PROVIDED RECORDS START

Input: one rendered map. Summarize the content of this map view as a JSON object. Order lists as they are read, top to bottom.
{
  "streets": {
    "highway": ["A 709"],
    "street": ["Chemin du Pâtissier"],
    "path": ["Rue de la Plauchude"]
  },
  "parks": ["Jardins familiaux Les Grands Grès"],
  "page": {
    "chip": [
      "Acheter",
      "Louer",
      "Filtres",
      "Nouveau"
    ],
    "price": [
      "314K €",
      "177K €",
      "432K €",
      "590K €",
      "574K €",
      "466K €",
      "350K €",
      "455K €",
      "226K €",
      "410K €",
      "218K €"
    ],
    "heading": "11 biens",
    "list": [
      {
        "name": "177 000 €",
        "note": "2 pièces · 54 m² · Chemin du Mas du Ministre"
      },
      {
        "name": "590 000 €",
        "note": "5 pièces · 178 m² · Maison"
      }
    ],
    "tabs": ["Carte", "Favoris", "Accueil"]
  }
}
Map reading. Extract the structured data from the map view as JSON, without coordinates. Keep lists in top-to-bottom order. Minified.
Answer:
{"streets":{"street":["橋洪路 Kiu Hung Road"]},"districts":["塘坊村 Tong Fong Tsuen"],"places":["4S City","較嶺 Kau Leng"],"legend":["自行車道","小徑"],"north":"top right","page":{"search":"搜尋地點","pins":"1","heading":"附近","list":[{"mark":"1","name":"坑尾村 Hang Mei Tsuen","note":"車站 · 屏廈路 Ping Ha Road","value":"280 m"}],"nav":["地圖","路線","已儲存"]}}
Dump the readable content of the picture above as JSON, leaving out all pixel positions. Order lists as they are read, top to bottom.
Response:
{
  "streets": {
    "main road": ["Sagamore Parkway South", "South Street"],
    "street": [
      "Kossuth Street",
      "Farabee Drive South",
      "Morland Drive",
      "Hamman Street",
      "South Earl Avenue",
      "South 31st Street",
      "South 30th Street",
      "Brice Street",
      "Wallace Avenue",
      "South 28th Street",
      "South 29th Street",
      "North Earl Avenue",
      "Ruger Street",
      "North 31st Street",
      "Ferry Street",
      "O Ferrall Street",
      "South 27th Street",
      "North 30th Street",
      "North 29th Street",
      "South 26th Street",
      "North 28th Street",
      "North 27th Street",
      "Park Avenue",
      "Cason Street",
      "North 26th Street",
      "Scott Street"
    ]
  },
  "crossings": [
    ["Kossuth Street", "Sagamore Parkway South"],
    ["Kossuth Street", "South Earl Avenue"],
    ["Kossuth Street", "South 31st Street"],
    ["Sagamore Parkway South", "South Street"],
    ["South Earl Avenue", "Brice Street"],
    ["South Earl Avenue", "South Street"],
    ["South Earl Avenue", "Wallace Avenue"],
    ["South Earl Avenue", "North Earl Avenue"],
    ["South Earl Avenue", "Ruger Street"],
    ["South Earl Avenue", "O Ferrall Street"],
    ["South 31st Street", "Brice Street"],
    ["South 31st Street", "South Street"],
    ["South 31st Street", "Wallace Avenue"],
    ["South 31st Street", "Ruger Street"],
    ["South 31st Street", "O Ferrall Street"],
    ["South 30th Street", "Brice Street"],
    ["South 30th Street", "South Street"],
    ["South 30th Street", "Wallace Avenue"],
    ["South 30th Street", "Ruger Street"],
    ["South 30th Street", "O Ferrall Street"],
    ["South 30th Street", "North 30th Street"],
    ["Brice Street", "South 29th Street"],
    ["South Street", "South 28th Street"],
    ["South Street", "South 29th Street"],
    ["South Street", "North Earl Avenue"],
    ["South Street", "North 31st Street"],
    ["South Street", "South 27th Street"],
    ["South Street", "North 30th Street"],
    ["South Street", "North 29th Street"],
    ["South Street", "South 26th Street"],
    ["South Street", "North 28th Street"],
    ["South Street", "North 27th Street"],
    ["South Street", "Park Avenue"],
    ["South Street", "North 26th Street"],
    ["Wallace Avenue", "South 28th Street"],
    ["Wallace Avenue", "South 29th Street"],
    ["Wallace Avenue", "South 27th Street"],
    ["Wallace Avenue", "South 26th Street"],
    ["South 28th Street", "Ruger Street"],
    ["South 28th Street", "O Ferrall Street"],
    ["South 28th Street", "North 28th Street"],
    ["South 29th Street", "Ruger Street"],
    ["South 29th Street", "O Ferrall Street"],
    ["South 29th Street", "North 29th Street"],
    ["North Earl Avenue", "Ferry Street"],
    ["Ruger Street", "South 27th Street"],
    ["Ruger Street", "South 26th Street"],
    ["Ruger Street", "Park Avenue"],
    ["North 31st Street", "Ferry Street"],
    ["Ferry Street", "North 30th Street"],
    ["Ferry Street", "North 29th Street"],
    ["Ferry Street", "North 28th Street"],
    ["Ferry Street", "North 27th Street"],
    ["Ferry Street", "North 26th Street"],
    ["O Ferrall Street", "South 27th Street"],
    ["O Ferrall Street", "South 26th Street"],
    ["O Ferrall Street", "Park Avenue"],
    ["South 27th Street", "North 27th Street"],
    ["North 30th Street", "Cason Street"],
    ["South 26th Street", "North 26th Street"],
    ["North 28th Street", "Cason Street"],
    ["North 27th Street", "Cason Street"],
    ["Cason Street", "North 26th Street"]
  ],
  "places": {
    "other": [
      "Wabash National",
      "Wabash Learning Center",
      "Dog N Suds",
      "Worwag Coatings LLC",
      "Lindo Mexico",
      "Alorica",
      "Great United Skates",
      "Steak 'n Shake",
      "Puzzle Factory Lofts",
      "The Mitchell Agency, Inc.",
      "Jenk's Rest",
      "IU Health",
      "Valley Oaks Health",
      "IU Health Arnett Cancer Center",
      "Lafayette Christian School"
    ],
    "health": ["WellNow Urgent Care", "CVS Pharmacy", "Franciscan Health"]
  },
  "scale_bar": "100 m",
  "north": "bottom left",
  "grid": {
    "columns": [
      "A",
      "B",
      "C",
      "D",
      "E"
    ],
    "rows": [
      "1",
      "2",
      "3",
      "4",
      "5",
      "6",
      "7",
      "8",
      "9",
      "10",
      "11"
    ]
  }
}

PROVIDED RECORDS END

▶ [PROBLEM]:
Please output exactly the lines between the one holding "Map reading. Extract" and the one holding "Dump the readable" in the records above, inclusive, and nothing more.

▶ [YOUR SOLUTION]:
Map reading. Extract the structured data from the map view as JSON, without coordinates. Keep lists in top-to-bottom order. Minified.
Answer:
{"streets":{"street":["橋洪路 Kiu Hung Road"]},"districts":["塘坊村 Tong Fong Tsuen"],"places":["4S City","較嶺 Kau Leng"],"legend":["自行車道","小徑"],"north":"top right","page":{"search":"搜尋地點","pins":"1","heading":"附近","list":[{"mark":"1","name":"坑尾村 Hang Mei Tsuen","note":"車站 · 屏廈路 Ping Ha Road","value":"280 m"}],"nav":["地圖","路線","已儲存"]}}
Dump the readable content of the picture above as JSON, leaving out all pixel positions. Order lists as they are read, top to bottom.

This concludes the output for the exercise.